Platão, por exemplo, sustentou ser o amor uma apreciação da beleza,
principalmente da beleza das idéias abstratas e dos conceitos matematicos.
Descartes afirmou que o amor é uma emoção em que a alma é incitada
a juntar-se, de bom grado, a objetos que se afiguram agradaveis. A
psicologia e jornalista Carmem Silva analisa o amor à luz da razão,
dando à mulher uma condição muito mais importante do que a meramente
biologica.

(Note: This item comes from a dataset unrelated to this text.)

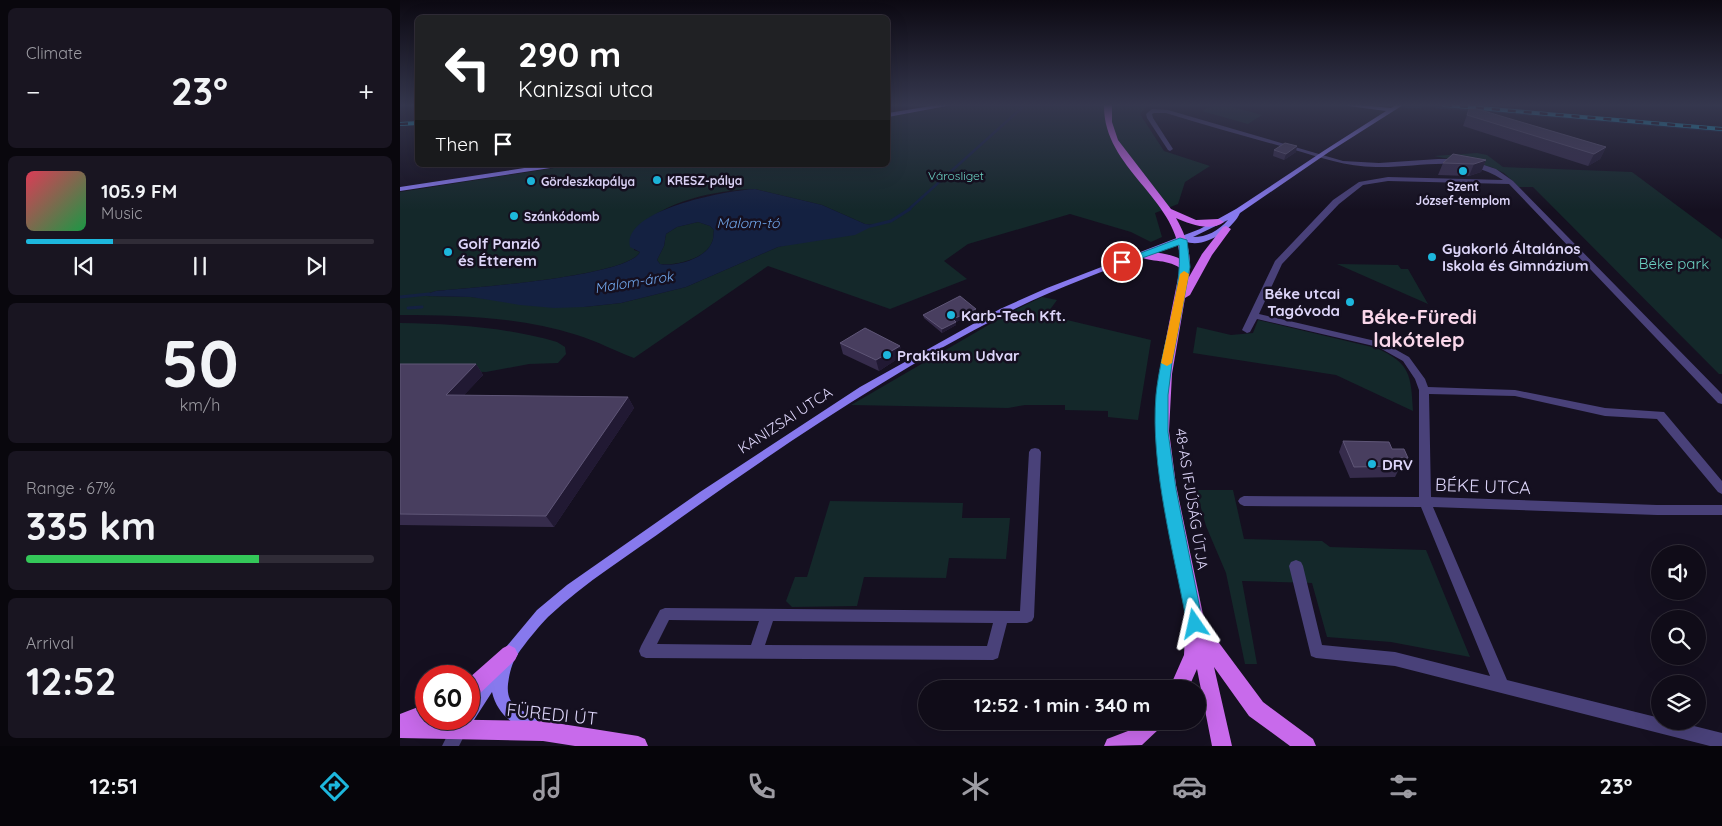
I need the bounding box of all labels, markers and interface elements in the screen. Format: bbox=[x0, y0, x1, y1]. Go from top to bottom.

Há quem diga que o amor é a coisa mais sublime que há na
terra, enquanto outros asseguram que é um enorme sofrimento. Não admira,
pois, que o homem medio não se sinta capacitado a defini-lo e a transmitir
suas noções a respeito. Dante, encerrando sua obra gigantesca, vinca
o amor como uma verdade cosmica: "O amor que move o sol e as outras
estrelas". O Fausto de Marlow esperou que Helena o tornasse imortal
com um único beijo. Mas foi Sir Walter Scott quem resumiu o ponto
de vista dos romanticos que defendem o amor como força que age e domina
a vida dos homens, quando disse: O amor governa a côrte, o campo,
o bosque. E os homens embaixo, e os santos em cima; Pois o amor é
o céu e o céu é o amor.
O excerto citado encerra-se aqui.